When IP cases of note are decided, the NYS STLC offers webcasts by law professors or  attorneys practicing in the area when a new case is issused to provide an overview of the case and its implications.  The NYS STLC web site posts the webcasts for future reference.  Examples include the rejection of the 25% rule (citing Ted Hagelin’s work, p. 38)  in Uniloc USA, Inc. v. Microsoft Corp., a discussion of the Supreme Court case Stanford v. Roach regarding a researcher's assignment of IP rights when working with a company and an academic institution, and the Bilski v. Kappos decision about business method patentability. Bilski found that a claimed process is patent eligible only if it is tied to a particular machine or apparatus, or it transforms a particular article into a different state or thing.

 

The Center's director, Professor of  Ted Hagelin, is the author of Technology Innovation Law and Practice: Cases and Materials (LexisNexis 2012).
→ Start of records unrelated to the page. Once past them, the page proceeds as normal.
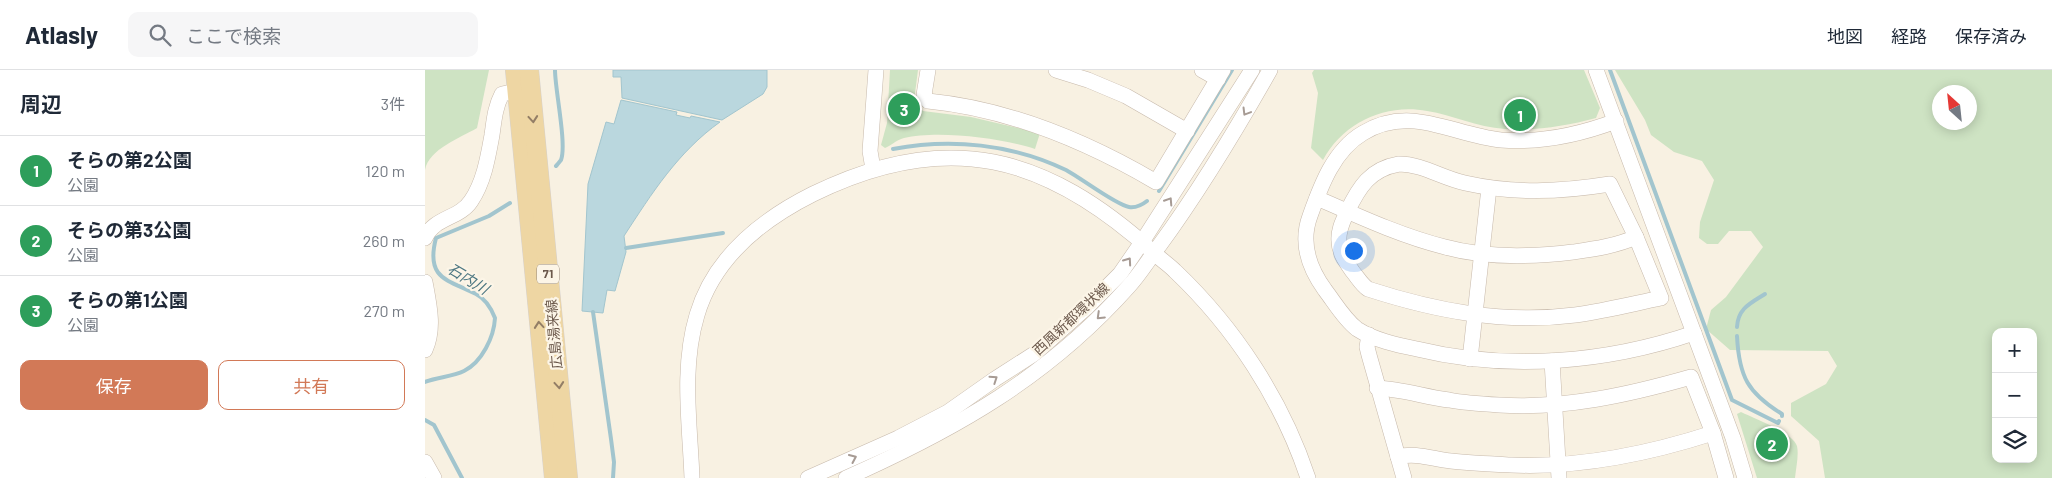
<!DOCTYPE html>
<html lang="ja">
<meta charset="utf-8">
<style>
body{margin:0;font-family:Barlow,"Noto Sans JP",sans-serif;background:#f6f6f7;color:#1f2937}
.controls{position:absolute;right:15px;bottom:15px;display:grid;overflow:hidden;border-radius:10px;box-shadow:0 2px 12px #0003}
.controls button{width:45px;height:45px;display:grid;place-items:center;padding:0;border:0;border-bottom:1px solid #e0e1e3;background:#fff;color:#1f2937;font:25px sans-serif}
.compass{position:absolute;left:1507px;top:15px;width:45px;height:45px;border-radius:50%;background:#fff;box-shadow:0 2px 12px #0003;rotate:333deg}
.you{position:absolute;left:928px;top:180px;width:18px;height:18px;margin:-12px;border:4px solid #fff;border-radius:50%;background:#1a73e8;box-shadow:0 0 0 8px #1a73e833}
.badge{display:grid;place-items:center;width:32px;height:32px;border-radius:50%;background:#d27957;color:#fff;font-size:16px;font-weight:700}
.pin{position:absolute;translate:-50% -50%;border:2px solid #fff;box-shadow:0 1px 5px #0006}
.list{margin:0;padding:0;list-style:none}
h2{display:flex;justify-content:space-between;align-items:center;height:65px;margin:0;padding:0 20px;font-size:21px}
h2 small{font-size:16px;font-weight:400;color:#747a83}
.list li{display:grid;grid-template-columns:32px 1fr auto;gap:15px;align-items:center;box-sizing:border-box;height:70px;padding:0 20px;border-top:1px solid #e0e1e3}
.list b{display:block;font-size:19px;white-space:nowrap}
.list p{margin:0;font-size:16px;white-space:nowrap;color:#747a83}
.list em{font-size:16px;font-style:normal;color:#747a83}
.actions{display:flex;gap:10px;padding:15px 20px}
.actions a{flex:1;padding:11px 0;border:1px solid #d27957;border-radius:10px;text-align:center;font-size:18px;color:#d27957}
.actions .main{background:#d27957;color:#fff}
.icon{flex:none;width:28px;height:28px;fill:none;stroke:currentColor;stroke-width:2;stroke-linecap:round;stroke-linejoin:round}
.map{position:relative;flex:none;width:1627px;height:408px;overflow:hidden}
header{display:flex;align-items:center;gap:30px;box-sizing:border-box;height:70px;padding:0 25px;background:#fff;border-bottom:1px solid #e0e1e3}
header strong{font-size:24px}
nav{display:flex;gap:28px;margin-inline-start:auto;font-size:18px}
.search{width:350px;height:45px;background:#f6f6f7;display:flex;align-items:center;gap:12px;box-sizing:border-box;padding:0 18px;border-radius:10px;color:#747a83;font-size:19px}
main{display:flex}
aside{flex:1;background:#fff}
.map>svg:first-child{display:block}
.green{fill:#cee3c3;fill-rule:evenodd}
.water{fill:#bad7de;stroke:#a2c5ce}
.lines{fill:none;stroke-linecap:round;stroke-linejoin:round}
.stream{stroke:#a2c5ce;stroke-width:4}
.minor-casing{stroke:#c7b9ab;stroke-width:16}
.major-casing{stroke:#d6d1cd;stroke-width:20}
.minor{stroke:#fff;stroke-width:15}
.major{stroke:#eed6a3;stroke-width:19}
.oneway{stroke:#a79b94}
.oneway2{stroke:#937e66}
.labels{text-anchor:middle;stroke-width:4.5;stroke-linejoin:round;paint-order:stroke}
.shield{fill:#fcf5e7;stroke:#97887a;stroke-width:1}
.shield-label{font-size:12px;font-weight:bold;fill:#6c594c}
.street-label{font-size:14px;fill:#6c594c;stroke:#fcf5e7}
.water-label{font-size:15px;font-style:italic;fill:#4d7782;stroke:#fcf5e7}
</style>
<header>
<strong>Atlasly</strong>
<div class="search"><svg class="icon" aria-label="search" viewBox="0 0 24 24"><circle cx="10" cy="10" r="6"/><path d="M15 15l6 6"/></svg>ここで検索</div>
<nav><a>地図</a><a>経路</a><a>保存済み</a></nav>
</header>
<main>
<aside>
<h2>周辺<small>3件</small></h2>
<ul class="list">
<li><span class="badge" style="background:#2e9e5b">1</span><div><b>そらの第2公園</b><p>公園</p></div><em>120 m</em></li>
<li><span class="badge" style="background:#2e9e5b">2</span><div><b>そらの第3公園</b><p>公園</p></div><em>260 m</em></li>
<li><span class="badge" style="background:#2e9e5b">3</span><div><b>そらの第1公園</b><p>公園</p></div><em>270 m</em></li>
</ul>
<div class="actions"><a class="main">保存</a><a>共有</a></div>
</aside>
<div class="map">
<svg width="1627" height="408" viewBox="0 0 1627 408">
<rect width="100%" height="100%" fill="#f8f1e2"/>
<g class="green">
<path d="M 0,0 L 64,0 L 52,58 C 35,68 4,79 0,100 Z"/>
<path d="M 465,0 L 493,0 L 489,31 L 498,41 L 546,47 L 615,63 L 610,79 C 577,68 513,60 479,68 C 471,70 464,77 460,78 L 456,75 L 462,53 Z"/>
<path d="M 889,0 L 1159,0 L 1175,38 L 1171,48 C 1141,56 1111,61 1080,59 C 1051,57 1028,45 1002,41 C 960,33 918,53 898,90 L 886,78 L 893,23 L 887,3 Z"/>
<path d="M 1190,0 L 1627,0 L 1627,408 L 1400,408 L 1394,371 L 1366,346 L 1366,333 L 1401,314 L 1412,296 L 1403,281 L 1305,280 L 1281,259 L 1286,240 L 1301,227 L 1338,177 L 1326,161 L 1304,161 L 1293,174 L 1282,174 L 1274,168 L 1275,152 L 1289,110 L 1277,91 L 1249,82 L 1226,65 L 1220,50 ZM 1514,22 L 1544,22 L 1544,52 L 1514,52 ZM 1571,262 L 1608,262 L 1608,389 L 1571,389 Z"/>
<path d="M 1316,342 C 1330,349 1367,362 1372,376 C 1374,385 1371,398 1370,408 L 1332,408 L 1312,344 Z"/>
</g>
<g class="water">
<path d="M 188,0 L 342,0 L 342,17 L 338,24 L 297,50 L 197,28 L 196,7 L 188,7 Z"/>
<path d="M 196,30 L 252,42 L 251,45 L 265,48 L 266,46 L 295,52 C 253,82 227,123 199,166 L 201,182 L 190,221 L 182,220 L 178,243 L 157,241 L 163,114 L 181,52 L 189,54 Z"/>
</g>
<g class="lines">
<g class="stream">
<path d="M 130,0 C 130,20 142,74 136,90 C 136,90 132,95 131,96"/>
<path d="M 1185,0 L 1307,330 L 1353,353 L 1354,351"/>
<path d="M 468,79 C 526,68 587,74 641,100 C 656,108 691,135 704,137 C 711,138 717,135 722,131"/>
<path d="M 734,121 L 807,0"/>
<path d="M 201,178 L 298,163"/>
<path d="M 168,242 L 186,369 L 189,392 L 188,408"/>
<path d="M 1312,257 C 1313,238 1326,233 1340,224"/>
<path d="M 1312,266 C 1314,307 1323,323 1357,344 L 1357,346"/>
<path d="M 0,312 C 12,307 27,307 39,301 C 57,292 69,267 70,248 C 66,238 61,229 51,224 C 24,210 0,210 11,168 L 64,146 L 85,133"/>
<path d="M 0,350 L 9,355 L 37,408"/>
</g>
<g class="minor-casing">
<g id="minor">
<path d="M 503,0 L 499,25 L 503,31 C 585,39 661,71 731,112 L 798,0"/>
<path d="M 631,0 L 663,10 L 701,26 L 762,61"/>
<path d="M 777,0 L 793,9"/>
<path d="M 1171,0 L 1308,368 L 1320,408"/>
<path d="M 1191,51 C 1154,65 1116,73 1076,70 C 1027,65 986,34 938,63 C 909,80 896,115 885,146 C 875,173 884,198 900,220 C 910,233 919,249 932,259 C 949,270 972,275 992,279 C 1082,301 1181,293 1269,263"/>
<path d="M 974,94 C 997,94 1017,108 1040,113 C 1089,124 1135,122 1185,114 L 1211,167 L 1236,228 C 1207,234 1179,241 1150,245 C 1079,254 1011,241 943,219 C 937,215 933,208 928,202 C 921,192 914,183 914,171 C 913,160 918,151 922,142 C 934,117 945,99 974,94 Z"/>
<path d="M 448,99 L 445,81 L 451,0"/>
<path d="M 892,128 C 933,146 976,166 1020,177 C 1060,188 1107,187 1148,182 C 1169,179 1191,176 1211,167"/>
<path d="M 0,168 C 9,147 34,149 46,131 C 59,112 63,87 67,65 C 69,51 70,37 77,24 L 102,19"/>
<path d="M 0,212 C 4,234 10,259 0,280"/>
<path d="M 944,265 L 942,277 L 944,285 L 979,408"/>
<path d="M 1045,289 L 1064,118"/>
<path d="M 1127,291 L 1134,408"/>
<path d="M 952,318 C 977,319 1000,327 1024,330 C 1040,333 1057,334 1074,335 C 1140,339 1203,325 1266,307 L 1288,363 L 1301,408"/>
<path d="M 973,387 C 990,382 1008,389 1026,391 C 1045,393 1066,394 1086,395 C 1154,398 1223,384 1288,363"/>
<path d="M 0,392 L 9,408"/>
<path d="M 267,408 C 265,354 256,298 272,245 C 289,187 336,150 388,124 C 522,58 621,85 728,182 C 735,189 743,194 750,201 C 810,258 857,330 883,408"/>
<path d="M 383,408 L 473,368 L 523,342 L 570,309 L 609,284 L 661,238 L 695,204 L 717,172 L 827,0"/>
<path d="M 421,408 C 531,359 623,307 704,216 C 715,204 724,189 734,176 C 775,120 811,60 845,0"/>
</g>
</g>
<g class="major-casing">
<g id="major">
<path d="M 90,0 L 129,408"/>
<path d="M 104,0 L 143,408"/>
</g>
</g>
<use href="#minor" class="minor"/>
<use href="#major" class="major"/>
</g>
<defs><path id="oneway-chevron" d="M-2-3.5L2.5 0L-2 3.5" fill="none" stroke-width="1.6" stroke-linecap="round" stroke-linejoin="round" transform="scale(1.25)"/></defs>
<g class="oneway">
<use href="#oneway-chevron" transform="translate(821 42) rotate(121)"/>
<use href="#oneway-chevron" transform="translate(744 131) rotate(-57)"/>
<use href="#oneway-chevron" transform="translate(703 191) rotate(-55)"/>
<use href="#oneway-chevron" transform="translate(675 246) rotate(136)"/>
<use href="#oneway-chevron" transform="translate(569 309) rotate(-34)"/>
<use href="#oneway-chevron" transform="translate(428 388) rotate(-24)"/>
</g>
<g class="oneway2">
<use href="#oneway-chevron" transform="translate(108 49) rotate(85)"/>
<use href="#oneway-chevron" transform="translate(114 255) rotate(-95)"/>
<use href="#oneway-chevron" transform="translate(134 315) rotate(85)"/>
</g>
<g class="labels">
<rect class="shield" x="112" y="194.5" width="22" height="19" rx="4"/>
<g class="shield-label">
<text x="123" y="208">71</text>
</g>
<g class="street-label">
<text transform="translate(646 249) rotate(-43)" y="5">西風新都環状線</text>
<text transform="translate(129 264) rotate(-95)" y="5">広島湯来線</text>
</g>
<g class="water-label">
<text transform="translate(43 209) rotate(31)" y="5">石内川</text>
</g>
</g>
</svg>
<div class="controls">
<button>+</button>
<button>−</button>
<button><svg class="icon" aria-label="layers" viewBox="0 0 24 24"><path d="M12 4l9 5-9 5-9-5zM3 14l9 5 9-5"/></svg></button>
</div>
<svg class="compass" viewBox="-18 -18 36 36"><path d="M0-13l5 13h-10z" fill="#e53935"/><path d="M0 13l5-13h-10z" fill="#747a83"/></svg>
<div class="you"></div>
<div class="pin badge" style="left:1095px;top:45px;background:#2e9e5b">1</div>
<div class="pin badge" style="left:1347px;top:374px;background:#2e9e5b">2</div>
<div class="pin badge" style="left:479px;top:39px;background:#2e9e5b">3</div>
</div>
</main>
This case book compiles eleven chapters regarding areas relevant to technology commercialization.  They are: Technology Innovation Fundamentals; Intellectual Property, Economics, Finance and Business, Licensing Law, Commercializing University Technologies, Industry Employer-Employee Intellectual Property Rights, Experimental Use of New Technology, Bankruptcy, Licensing and Antitrust Law, Tax Effects of Technology Creation and Transfer, US Technology Export Controls, Business Organizations and Management Responsibilities, Financing Technology Innovation.